-- DATA UNDER STUDY follows --
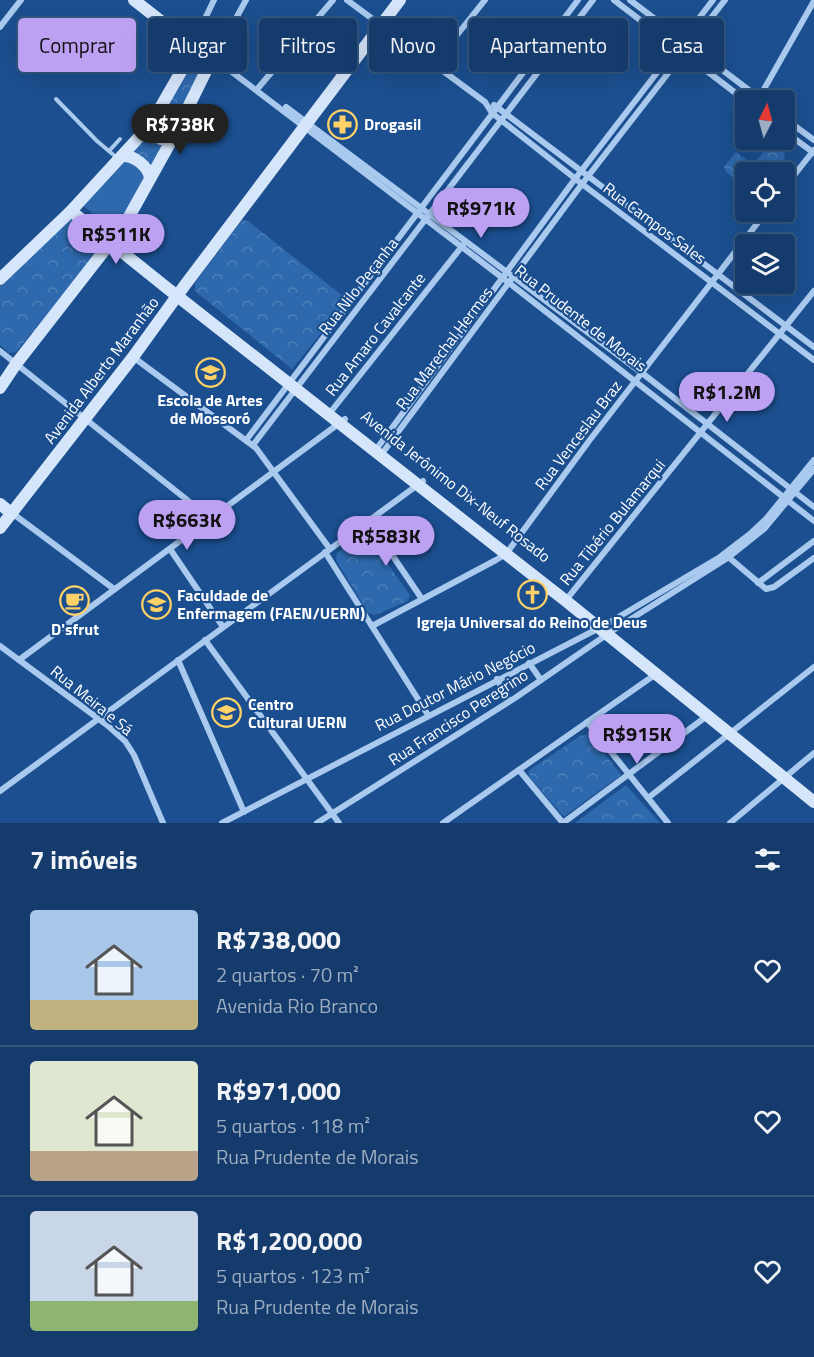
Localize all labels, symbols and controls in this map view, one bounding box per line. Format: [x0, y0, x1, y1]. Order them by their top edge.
chip: Comprar [18, 18, 136, 72]
chip: Alugar [148, 18, 247, 72]
chip: Filtros [259, 18, 357, 72]
chip: Novo [369, 18, 457, 72]
chip: Apartamento [469, 18, 628, 72]
chip: Casa [640, 18, 724, 72]
north arrow [735, 90, 795, 150]
map controls [735, 90, 795, 294]
pin: R$738K [131, 104, 229, 155]
text: R$738K [145, 108, 215, 139]
pharmacy icon: Drogasil [327, 108, 359, 140]
place label: Drogasil [364, 112, 421, 136]
button: locate [735, 162, 795, 222]
street label: Rua Campos Sales [598, 176, 712, 270]
pin: R$971K [432, 188, 530, 239]
text: R$971K [446, 192, 516, 223]
pin: R$511K [67, 214, 165, 265]
text: R$511K [81, 218, 151, 249]
street label: Rua Nilo Peçanha [312, 232, 404, 340]
button: layers [735, 234, 795, 294]
street label: Rua Prudente de Morais [510, 259, 652, 377]
street label: Rua Amaro Cavalcante [319, 267, 431, 401]
street label: Rua Marechal Hermes [390, 281, 498, 415]
street label: Avenida Alberto Maranhão [38, 292, 164, 448]
school or university icon: Escola de Artes de Mossoró [194, 356, 226, 388]
pin: R$1.2M [678, 372, 776, 423]
street label: Rua Venceslau Braz [529, 375, 627, 495]
text: R$1.2M [693, 376, 761, 407]
place label: Escola de Artes de Mossoró [157, 388, 263, 430]
street label: Avenida Jerônimo Dix-Neuf Rosado [356, 404, 556, 568]
street label: Rua Tibério Bulamarqui [553, 454, 671, 590]
pin: R$663K [138, 500, 236, 551]
text: R$663K [152, 504, 222, 535]
pin: R$583K [337, 516, 435, 567]
text: R$583K [351, 520, 421, 551]
church icon: Igreja Universal do Reino de Deus [516, 578, 548, 610]
place label: Faculdade de Enfermagem (FAEN/UERN) [177, 583, 365, 625]
cafe icon: D'sfrut [59, 585, 91, 617]
school or university icon: Faculdade de Enfermagem (FAEN/UERN) [140, 588, 172, 620]
place label: Igreja Universal do Reino de Deus [417, 610, 647, 634]
place label: D'sfrut [51, 617, 99, 641]
street label: Rua Doutor Mário Negócio [371, 635, 539, 737]
street label: Rua Meira e Sá [46, 659, 138, 741]
street label: Rua Francisco Peregrino [383, 663, 533, 771]
place label: Centro Cultural UERN [248, 692, 347, 734]
school or university icon: Centro Cultural UERN [211, 697, 243, 729]
pin: R$915K [588, 714, 686, 765]
text: R$915K [602, 718, 672, 749]
text: 7 imóveis [30, 840, 137, 879]
icon: filters [751, 843, 784, 876]
text: R$738,000 [216, 920, 341, 959]
icon: home [78, 934, 150, 1006]
icon: heart [751, 954, 784, 987]
text: 2 quartos · 70 m² [216, 959, 359, 990]
text: Avenida Rio Branco [216, 990, 378, 1021]
text: R$971,000 [216, 1071, 341, 1110]
icon: home [78, 1085, 150, 1157]
icon: heart [751, 1105, 784, 1138]
text: 5 quartos · 118 m² [216, 1110, 370, 1141]
text: Rua Prudente de Morais [216, 1141, 419, 1172]
text: R$1,200,000 [216, 1221, 362, 1260]
icon: home [78, 1235, 150, 1307]
icon: heart [751, 1255, 784, 1288]
text: 5 quartos · 123 m² [216, 1260, 370, 1291]
text: Rua Prudente de Morais [216, 1291, 419, 1322]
-- DATA UNDER STUDY concluded --
PROBLEM TO WORK ON:
Print the records word for word and exclude any picture they hold.

SOLUTION:
Localize all labels, symbols and controls in this map view, one bounding box per line. Format: [x0, y0, x1, y1]. Order them by their top edge.
chip: Comprar [18, 18, 136, 72]
chip: Alugar [148, 18, 247, 72]
chip: Filtros [259, 18, 357, 72]
chip: Novo [369, 18, 457, 72]
chip: Apartamento [469, 18, 628, 72]
chip: Casa [640, 18, 724, 72]
north arrow [735, 90, 795, 150]
map controls [735, 90, 795, 294]
pin: R$738K [131, 104, 229, 155]
text: R$738K [145, 108, 215, 139]
pharmacy icon: Drogasil [327, 108, 359, 140]
place label: Drogasil [364, 112, 421, 136]
button: locate [735, 162, 795, 222]
street label: Rua Campos Sales [598, 176, 712, 270]
pin: R$971K [432, 188, 530, 239]
text: R$971K [446, 192, 516, 223]
pin: R$511K [67, 214, 165, 265]
text: R$511K [81, 218, 151, 249]
street label: Rua Nilo Peçanha [312, 232, 404, 340]
button: layers [735, 234, 795, 294]
street label: Rua Prudente de Morais [510, 259, 652, 377]
street label: Rua Amaro Cavalcante [319, 267, 431, 401]
street label: Rua Marechal Hermes [390, 281, 498, 415]
street label: Avenida Alberto Maranhão [38, 292, 164, 448]
school or university icon: Escola de Artes de Mossoró [194, 356, 226, 388]
pin: R$1.2M [678, 372, 776, 423]
street label: Rua Venceslau Braz [529, 375, 627, 495]
text: R$1.2M [693, 376, 761, 407]
place label: Escola de Artes de Mossoró [157, 388, 263, 430]
street label: Avenida Jerônimo Dix-Neuf Rosado [356, 404, 556, 568]
street label: Rua Tibério Bulamarqui [553, 454, 671, 590]
pin: R$663K [138, 500, 236, 551]
text: R$663K [152, 504, 222, 535]
pin: R$583K [337, 516, 435, 567]
text: R$583K [351, 520, 421, 551]
church icon: Igreja Universal do Reino de Deus [516, 578, 548, 610]
place label: Faculdade de Enfermagem (FAEN/UERN) [177, 583, 365, 625]
cafe icon: D'sfrut [59, 585, 91, 617]
school or university icon: Faculdade de Enfermagem (FAEN/UERN) [140, 588, 172, 620]
place label: Igreja Universal do Reino de Deus [417, 610, 647, 634]
place label: D'sfrut [51, 617, 99, 641]
street label: Rua Doutor Mário Negócio [371, 635, 539, 737]
street label: Rua Meira e Sá [46, 659, 138, 741]
street label: Rua Francisco Peregrino [383, 663, 533, 771]
place label: Centro Cultural UERN [248, 692, 347, 734]
school or university icon: Centro Cultural UERN [211, 697, 243, 729]
pin: R$915K [588, 714, 686, 765]
text: R$915K [602, 718, 672, 749]
text: 7 imóveis [30, 840, 137, 879]
icon: filters [751, 843, 784, 876]
text: R$738,000 [216, 920, 341, 959]
icon: home [78, 934, 150, 1006]
icon: heart [751, 954, 784, 987]
text: 2 quartos · 70 m² [216, 959, 359, 990]
text: Avenida Rio Branco [216, 990, 378, 1021]
text: R$971,000 [216, 1071, 341, 1110]
icon: home [78, 1085, 150, 1157]
icon: heart [751, 1105, 784, 1138]
text: 5 quartos · 118 m² [216, 1110, 370, 1141]
text: Rua Prudente de Morais [216, 1141, 419, 1172]
text: R$1,200,000 [216, 1221, 362, 1260]
icon: home [78, 1235, 150, 1307]
icon: heart [751, 1255, 784, 1288]
text: 5 quartos · 123 m² [216, 1260, 370, 1291]
text: Rua Prudente de Morais [216, 1291, 419, 1322]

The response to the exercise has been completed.